---------- Source material ----------
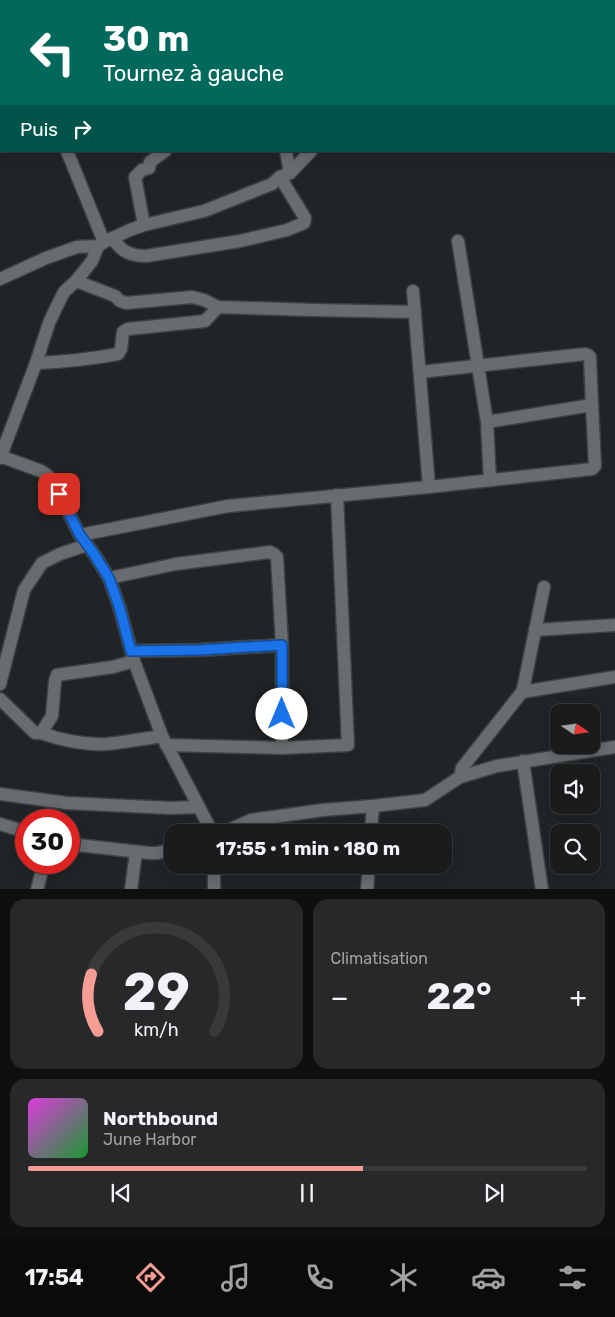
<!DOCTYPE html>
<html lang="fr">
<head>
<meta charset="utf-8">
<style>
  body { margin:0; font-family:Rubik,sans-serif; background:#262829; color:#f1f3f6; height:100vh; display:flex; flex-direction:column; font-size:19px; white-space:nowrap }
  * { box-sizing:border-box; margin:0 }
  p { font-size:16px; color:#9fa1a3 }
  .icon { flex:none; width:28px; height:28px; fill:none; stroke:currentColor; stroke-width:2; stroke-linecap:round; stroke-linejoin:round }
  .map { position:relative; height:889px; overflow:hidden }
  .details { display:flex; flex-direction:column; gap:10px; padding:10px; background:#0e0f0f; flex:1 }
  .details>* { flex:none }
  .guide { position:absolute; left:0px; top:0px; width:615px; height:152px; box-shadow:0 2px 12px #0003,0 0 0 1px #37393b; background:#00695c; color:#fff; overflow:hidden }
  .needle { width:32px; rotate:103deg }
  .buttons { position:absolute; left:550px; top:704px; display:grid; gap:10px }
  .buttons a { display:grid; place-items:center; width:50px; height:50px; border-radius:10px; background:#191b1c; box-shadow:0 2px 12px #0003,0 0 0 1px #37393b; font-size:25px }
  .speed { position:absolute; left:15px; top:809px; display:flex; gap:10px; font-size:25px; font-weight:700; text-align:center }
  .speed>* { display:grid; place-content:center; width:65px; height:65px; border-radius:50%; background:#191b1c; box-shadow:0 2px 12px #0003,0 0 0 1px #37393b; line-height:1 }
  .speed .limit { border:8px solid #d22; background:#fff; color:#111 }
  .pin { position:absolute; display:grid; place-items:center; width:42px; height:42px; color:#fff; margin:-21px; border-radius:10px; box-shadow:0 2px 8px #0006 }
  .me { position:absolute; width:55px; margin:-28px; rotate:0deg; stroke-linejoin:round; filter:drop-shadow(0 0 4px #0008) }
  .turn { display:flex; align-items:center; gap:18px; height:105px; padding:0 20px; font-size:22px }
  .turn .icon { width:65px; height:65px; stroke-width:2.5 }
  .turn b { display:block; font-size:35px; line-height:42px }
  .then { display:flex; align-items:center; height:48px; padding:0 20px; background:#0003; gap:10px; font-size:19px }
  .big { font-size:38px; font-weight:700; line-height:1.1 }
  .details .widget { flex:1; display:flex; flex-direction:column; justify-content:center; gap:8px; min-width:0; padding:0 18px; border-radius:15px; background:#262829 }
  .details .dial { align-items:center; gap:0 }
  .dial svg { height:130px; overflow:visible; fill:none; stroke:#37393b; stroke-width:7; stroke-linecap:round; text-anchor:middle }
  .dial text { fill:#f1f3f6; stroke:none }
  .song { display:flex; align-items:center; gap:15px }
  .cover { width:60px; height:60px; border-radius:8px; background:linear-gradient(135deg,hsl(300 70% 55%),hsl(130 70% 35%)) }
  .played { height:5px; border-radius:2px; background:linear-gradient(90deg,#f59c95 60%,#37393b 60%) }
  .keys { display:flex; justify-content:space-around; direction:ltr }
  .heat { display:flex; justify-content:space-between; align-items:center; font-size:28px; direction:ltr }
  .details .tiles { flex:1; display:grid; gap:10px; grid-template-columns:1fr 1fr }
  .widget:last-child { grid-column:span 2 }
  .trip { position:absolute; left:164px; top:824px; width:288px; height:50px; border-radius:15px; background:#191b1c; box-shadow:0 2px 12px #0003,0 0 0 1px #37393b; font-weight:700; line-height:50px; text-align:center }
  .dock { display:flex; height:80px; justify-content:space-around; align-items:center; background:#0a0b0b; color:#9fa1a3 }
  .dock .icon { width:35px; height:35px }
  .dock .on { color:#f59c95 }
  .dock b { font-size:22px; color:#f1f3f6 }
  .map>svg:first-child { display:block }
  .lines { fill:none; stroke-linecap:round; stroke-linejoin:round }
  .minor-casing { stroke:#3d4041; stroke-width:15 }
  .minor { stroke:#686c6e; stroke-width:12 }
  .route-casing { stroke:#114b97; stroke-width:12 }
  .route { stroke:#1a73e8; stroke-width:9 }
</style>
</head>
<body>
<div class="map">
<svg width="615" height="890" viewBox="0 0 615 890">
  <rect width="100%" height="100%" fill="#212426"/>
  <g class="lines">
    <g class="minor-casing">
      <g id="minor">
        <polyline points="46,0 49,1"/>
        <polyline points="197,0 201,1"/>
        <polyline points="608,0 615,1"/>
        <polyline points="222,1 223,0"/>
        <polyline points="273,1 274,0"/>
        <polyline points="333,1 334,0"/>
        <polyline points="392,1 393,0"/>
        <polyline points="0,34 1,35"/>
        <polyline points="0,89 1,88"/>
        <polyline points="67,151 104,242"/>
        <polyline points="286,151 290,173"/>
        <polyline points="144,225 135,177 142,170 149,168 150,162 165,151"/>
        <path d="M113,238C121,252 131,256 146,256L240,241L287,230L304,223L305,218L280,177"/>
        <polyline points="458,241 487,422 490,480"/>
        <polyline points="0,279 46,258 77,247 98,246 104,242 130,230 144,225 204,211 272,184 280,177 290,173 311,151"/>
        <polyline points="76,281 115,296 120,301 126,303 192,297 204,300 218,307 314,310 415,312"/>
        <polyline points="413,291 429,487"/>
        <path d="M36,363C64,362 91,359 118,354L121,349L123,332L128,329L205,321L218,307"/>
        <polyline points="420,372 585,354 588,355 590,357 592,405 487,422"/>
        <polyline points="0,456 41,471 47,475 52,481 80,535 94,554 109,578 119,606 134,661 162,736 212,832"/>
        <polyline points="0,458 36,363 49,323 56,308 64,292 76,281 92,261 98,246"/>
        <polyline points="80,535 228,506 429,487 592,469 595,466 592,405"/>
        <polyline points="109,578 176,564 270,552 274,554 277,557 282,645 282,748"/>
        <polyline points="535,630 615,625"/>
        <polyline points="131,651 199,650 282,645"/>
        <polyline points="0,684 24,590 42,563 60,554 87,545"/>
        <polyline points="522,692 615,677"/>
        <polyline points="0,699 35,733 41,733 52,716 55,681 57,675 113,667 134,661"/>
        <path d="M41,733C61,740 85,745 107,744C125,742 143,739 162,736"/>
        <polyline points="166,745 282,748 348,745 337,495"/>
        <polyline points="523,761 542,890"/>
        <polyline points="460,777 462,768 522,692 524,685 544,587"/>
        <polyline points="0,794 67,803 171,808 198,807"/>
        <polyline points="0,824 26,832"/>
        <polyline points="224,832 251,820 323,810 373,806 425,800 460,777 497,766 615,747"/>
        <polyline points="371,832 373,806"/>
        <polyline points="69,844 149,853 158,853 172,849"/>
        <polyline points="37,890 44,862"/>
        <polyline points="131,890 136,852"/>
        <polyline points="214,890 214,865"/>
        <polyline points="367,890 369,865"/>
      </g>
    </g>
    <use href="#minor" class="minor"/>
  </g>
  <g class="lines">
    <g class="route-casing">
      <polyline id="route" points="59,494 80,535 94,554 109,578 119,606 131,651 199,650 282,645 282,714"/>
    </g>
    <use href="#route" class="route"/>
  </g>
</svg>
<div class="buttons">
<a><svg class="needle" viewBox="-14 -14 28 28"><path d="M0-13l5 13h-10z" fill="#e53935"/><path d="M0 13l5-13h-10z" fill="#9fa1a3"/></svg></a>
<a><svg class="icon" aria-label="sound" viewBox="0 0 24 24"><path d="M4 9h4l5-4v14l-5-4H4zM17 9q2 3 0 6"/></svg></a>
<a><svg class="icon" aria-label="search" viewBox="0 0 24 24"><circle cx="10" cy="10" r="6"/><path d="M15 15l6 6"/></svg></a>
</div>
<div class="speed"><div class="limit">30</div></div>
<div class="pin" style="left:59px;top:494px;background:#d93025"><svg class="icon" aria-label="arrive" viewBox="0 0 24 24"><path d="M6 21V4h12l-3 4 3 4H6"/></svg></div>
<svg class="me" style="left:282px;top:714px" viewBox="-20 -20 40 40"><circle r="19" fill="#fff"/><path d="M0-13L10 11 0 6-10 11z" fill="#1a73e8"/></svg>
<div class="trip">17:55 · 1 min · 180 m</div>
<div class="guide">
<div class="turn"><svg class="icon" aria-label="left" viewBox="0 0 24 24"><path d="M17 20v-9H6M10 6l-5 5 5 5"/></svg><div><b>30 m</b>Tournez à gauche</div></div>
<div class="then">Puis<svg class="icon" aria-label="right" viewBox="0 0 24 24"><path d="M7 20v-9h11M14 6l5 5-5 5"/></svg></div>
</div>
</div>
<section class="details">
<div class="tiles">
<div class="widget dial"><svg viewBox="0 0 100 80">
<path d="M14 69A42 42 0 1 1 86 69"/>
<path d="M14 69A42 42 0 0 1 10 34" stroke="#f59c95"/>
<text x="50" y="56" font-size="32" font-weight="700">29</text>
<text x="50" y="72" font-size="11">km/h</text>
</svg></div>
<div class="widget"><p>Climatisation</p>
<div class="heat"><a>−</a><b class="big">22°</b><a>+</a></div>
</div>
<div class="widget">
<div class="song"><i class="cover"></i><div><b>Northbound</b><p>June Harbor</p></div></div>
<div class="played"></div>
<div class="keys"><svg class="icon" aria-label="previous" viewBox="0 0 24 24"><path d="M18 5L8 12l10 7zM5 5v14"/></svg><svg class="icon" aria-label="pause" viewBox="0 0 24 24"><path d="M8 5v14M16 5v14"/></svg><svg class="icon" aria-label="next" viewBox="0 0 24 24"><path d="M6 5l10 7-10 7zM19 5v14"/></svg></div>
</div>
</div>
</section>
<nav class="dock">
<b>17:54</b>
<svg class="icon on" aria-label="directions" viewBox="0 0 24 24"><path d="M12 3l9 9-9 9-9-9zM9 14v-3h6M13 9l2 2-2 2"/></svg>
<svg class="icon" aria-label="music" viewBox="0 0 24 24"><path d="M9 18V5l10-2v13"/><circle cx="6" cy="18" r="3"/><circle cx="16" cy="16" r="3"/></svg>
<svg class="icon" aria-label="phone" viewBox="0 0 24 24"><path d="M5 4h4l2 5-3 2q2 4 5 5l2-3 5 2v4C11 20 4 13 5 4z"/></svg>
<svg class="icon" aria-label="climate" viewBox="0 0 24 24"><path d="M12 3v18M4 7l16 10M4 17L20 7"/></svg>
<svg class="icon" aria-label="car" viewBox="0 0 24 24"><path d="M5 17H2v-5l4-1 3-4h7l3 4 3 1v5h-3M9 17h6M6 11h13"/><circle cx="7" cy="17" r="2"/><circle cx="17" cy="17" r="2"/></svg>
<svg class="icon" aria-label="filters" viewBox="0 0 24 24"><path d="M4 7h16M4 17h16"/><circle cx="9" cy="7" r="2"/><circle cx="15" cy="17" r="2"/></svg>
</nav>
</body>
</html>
----------
Every line from the line containing "flex:1; display:flex; flex-direction:column;" through the line containing "width:60px; height:60px; border-radius:8px;" in the records above must be retyped exactly. Leave out the rest.

* **Written solution**:
  .details .widget { flex:1; display:flex; flex-direction:column; justify-content:center; gap:8px; min-width:0; padding:0 18px; border-radius:15px; background:#262829 }
  .details .dial { align-items:center; gap:0 }
  .dial svg { height:130px; overflow:visible; fill:none; stroke:#37393b; stroke-width:7; stroke-linecap:round; text-anchor:middle }
  .dial text { fill:#f1f3f6; stroke:none }
  .song { display:flex; align-items:center; gap:15px }
  .cover { width:60px; height:60px; border-radius:8px; background:linear-gradient(135deg,hsl(300 70% 55%),hsl(130 70% 35%)) }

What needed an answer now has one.